Task statement
Copy all lines of the listing that include the string "serif".

Information
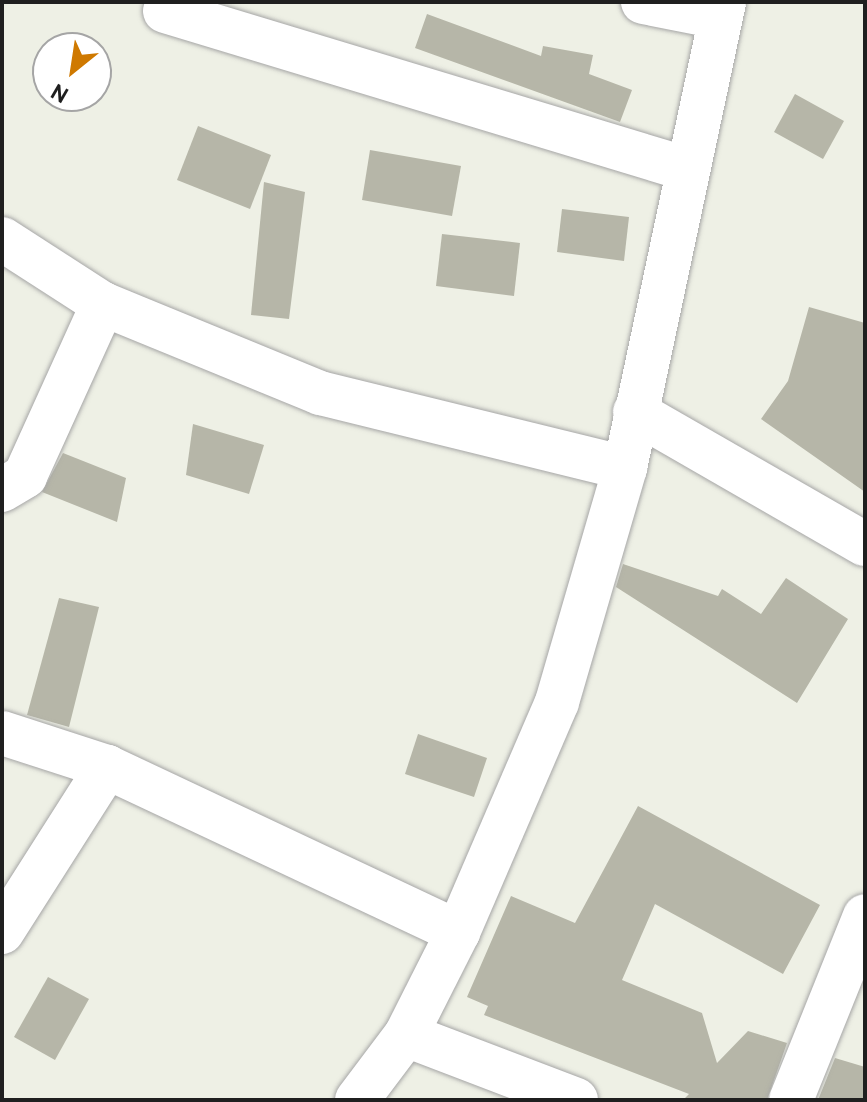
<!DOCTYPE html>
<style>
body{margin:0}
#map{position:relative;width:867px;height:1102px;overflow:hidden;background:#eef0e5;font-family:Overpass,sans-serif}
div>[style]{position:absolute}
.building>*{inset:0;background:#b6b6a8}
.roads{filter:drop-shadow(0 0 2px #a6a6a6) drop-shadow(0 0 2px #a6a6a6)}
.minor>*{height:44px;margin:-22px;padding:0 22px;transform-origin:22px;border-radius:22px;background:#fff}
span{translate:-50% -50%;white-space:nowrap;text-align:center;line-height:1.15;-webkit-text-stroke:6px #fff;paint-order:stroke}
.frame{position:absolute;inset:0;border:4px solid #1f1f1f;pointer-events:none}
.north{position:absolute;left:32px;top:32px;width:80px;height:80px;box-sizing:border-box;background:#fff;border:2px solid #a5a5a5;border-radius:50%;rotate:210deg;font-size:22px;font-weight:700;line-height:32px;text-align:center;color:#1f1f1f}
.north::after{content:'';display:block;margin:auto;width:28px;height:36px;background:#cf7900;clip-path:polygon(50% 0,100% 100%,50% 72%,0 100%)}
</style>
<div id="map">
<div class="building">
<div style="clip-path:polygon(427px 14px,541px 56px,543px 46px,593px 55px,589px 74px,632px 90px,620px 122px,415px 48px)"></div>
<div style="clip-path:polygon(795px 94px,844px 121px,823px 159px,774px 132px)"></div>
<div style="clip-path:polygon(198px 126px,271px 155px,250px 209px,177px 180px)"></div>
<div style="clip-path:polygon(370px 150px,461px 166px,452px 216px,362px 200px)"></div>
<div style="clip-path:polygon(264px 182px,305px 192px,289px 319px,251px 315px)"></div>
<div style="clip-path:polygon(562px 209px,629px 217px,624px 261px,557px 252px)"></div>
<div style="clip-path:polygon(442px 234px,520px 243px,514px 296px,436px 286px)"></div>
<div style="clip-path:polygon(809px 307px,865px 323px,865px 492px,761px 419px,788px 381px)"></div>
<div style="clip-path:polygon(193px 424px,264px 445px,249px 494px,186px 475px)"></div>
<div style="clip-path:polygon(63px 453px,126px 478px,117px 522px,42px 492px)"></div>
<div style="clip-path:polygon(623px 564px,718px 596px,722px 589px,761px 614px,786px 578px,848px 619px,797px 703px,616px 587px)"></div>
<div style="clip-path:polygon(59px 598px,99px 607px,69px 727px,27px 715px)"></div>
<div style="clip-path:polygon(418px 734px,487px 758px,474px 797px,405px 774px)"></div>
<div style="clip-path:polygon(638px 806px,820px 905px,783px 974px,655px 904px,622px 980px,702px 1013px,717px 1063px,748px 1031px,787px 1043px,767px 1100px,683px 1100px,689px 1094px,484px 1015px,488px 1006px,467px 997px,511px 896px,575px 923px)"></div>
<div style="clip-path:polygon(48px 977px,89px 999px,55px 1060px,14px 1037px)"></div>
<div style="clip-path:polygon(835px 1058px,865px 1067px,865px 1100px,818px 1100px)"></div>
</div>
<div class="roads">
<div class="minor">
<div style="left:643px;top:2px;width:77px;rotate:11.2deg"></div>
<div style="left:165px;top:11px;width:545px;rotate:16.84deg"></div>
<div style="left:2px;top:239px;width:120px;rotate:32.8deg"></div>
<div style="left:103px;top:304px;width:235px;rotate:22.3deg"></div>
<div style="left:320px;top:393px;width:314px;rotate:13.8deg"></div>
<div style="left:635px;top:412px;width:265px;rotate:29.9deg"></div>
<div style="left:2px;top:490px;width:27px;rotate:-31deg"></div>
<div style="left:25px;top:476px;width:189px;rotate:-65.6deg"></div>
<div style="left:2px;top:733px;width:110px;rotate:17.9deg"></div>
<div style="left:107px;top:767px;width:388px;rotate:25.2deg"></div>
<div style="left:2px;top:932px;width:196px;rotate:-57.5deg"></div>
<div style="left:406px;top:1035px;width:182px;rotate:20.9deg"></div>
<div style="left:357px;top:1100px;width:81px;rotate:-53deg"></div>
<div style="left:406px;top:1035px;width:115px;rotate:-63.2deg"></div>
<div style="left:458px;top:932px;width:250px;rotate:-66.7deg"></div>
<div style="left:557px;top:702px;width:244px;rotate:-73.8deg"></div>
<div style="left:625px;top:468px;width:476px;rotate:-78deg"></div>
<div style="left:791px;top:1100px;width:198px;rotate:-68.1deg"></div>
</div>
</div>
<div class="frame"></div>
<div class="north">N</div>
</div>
==
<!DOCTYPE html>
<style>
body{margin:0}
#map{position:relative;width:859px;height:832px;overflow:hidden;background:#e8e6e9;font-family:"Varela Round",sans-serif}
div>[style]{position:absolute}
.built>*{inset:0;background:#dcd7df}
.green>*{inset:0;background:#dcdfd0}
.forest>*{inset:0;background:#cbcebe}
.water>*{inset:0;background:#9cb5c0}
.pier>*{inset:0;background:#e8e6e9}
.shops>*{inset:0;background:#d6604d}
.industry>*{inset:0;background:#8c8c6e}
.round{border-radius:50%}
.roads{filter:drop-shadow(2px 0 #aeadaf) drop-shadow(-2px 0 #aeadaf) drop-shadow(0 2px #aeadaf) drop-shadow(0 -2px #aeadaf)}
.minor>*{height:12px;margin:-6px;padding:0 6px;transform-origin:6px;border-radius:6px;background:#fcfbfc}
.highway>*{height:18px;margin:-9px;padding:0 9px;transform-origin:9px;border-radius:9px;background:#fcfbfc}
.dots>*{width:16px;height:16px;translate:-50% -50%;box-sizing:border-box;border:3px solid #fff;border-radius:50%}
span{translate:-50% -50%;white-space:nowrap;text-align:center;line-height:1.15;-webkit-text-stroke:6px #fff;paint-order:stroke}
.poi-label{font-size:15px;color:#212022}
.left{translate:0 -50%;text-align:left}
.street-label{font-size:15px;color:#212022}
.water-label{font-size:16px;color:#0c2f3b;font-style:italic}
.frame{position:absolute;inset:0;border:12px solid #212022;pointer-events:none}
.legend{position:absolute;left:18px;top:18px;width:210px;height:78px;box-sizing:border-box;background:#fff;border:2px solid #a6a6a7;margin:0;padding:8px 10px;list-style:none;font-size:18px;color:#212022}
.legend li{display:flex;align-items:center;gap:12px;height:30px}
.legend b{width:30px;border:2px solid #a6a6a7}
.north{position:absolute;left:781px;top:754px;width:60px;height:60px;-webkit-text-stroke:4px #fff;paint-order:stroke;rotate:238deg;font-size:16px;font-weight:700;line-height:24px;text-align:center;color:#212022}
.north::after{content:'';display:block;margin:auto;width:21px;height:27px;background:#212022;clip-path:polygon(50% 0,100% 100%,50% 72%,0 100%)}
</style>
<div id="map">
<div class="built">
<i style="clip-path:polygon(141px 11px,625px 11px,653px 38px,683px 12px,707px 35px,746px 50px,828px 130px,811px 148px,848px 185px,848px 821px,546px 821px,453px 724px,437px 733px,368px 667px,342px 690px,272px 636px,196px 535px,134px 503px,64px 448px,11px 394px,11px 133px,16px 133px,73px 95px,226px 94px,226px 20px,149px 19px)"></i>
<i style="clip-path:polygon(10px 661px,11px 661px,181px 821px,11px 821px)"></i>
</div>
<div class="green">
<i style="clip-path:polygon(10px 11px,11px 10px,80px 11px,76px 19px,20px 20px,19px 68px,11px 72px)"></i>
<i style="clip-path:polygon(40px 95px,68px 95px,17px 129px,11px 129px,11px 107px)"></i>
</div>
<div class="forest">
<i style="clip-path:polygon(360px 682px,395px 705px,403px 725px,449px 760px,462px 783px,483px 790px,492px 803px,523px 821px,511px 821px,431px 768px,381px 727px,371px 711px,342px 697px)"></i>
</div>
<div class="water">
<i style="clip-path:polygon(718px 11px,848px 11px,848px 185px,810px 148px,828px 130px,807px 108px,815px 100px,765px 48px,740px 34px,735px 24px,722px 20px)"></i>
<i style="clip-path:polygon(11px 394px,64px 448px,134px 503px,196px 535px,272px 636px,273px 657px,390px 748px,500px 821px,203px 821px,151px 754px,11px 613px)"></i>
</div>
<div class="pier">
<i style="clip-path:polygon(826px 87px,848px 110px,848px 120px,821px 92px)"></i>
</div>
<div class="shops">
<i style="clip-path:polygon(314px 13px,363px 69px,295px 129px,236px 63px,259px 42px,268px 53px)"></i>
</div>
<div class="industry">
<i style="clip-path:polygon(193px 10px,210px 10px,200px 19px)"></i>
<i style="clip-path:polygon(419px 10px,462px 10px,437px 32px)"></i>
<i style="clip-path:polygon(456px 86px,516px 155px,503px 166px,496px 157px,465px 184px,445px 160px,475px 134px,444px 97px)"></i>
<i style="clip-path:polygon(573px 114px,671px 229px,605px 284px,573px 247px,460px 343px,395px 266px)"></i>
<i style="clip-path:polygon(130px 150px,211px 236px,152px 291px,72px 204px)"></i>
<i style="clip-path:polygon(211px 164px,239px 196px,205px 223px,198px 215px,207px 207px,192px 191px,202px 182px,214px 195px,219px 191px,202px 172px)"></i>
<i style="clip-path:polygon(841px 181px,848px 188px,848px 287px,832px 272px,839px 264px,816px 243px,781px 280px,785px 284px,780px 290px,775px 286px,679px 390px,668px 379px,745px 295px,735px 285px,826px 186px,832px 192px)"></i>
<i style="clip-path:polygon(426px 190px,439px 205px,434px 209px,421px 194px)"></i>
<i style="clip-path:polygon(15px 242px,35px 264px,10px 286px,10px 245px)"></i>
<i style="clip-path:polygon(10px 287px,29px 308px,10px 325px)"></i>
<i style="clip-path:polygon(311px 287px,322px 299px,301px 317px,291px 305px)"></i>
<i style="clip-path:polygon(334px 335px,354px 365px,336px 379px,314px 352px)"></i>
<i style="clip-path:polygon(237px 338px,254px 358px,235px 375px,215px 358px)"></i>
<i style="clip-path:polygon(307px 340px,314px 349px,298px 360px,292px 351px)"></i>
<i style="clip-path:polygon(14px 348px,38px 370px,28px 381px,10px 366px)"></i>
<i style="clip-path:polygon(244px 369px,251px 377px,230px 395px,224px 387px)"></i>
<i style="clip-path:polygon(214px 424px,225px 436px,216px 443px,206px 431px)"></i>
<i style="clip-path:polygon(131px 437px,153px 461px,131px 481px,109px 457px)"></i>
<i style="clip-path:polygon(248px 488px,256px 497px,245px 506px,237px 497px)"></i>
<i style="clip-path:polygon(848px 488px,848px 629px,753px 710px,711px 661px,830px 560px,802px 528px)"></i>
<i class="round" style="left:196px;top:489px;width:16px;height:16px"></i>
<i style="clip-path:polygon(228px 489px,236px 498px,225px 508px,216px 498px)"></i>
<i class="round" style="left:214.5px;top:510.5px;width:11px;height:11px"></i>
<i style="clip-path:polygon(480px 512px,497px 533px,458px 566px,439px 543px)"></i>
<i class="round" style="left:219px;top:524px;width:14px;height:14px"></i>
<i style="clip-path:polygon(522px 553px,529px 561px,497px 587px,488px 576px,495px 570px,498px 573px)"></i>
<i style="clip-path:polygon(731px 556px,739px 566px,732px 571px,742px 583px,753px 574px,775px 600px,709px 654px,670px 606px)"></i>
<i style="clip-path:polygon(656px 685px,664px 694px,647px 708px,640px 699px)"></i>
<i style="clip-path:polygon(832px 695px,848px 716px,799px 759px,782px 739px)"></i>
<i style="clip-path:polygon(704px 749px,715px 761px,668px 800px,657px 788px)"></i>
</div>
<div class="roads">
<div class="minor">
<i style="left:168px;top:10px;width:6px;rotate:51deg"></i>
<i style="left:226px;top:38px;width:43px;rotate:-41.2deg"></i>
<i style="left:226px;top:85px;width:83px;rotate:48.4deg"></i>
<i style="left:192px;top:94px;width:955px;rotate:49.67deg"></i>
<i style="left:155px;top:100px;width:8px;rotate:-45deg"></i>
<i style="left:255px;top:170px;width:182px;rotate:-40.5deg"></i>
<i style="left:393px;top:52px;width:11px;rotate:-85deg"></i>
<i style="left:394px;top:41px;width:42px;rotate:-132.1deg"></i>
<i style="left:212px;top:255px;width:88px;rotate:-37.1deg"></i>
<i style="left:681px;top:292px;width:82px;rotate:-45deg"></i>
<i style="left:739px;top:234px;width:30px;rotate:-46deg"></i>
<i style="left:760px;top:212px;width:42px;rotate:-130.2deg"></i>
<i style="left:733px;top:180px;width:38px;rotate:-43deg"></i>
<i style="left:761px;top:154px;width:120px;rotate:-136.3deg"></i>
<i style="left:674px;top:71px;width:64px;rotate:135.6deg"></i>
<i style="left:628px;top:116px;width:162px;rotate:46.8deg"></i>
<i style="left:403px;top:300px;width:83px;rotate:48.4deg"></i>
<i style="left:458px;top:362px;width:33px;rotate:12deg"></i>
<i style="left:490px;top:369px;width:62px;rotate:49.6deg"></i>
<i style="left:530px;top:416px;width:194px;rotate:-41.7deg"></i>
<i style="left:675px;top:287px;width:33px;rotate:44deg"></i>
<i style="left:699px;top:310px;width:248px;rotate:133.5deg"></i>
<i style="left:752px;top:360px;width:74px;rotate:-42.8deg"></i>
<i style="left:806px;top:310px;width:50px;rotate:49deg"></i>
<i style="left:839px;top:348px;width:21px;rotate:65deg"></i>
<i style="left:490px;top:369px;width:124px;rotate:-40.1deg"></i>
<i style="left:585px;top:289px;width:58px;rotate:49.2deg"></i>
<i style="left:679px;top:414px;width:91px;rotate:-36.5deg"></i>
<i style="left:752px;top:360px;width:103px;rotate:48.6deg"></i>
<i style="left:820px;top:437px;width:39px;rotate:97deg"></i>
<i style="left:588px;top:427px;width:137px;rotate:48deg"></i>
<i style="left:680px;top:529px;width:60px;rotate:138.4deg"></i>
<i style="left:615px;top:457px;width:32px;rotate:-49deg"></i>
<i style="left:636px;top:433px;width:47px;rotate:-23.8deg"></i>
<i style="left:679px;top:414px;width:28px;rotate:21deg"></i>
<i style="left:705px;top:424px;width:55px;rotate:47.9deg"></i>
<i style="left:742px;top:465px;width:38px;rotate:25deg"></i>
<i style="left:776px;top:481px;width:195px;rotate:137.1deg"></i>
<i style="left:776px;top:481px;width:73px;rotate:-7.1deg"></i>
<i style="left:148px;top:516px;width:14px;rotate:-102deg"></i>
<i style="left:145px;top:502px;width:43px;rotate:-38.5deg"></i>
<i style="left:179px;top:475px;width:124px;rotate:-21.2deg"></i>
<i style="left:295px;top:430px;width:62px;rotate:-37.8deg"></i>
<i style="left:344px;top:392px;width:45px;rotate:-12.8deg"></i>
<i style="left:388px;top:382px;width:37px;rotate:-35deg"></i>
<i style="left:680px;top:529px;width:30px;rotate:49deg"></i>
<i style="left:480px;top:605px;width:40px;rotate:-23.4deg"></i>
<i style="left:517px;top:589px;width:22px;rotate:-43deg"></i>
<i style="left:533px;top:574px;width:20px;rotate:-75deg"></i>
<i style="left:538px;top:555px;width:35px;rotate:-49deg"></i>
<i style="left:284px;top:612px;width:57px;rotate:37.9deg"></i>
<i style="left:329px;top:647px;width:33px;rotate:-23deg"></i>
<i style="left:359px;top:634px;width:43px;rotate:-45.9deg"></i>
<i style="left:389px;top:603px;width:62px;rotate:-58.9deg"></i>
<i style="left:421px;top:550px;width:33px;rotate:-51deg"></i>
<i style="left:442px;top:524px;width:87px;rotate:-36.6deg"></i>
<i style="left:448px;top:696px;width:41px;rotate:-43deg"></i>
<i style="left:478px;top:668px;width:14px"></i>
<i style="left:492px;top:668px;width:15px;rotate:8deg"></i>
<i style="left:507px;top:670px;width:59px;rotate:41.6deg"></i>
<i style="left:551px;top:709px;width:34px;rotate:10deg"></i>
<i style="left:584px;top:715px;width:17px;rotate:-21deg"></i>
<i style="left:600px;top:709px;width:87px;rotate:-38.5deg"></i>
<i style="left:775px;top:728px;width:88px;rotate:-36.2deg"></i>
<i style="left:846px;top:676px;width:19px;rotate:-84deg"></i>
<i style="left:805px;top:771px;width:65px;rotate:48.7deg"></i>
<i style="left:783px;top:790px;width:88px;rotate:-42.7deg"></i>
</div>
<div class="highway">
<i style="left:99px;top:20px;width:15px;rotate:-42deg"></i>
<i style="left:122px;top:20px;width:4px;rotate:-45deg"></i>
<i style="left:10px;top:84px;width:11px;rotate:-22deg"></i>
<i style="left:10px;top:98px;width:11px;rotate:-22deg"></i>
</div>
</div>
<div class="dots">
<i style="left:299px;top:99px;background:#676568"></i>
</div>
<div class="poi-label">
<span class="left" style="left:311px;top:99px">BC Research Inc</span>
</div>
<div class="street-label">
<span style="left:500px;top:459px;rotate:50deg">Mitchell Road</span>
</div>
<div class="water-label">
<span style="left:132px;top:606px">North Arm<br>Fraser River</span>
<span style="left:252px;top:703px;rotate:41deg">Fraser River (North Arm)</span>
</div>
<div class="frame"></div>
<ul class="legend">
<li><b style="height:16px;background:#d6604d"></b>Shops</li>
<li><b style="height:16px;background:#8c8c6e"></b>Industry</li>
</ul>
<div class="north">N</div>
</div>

Response to the task
#map{position:relative;width:867px;height:1102px;overflow:hidden;background:#eef0e5;font-family:Overpass,sans-serif}
#map{position:relative;width:859px;height:832px;overflow:hidden;background:#e8e6e9;font-family:"Varela Round",sans-serif}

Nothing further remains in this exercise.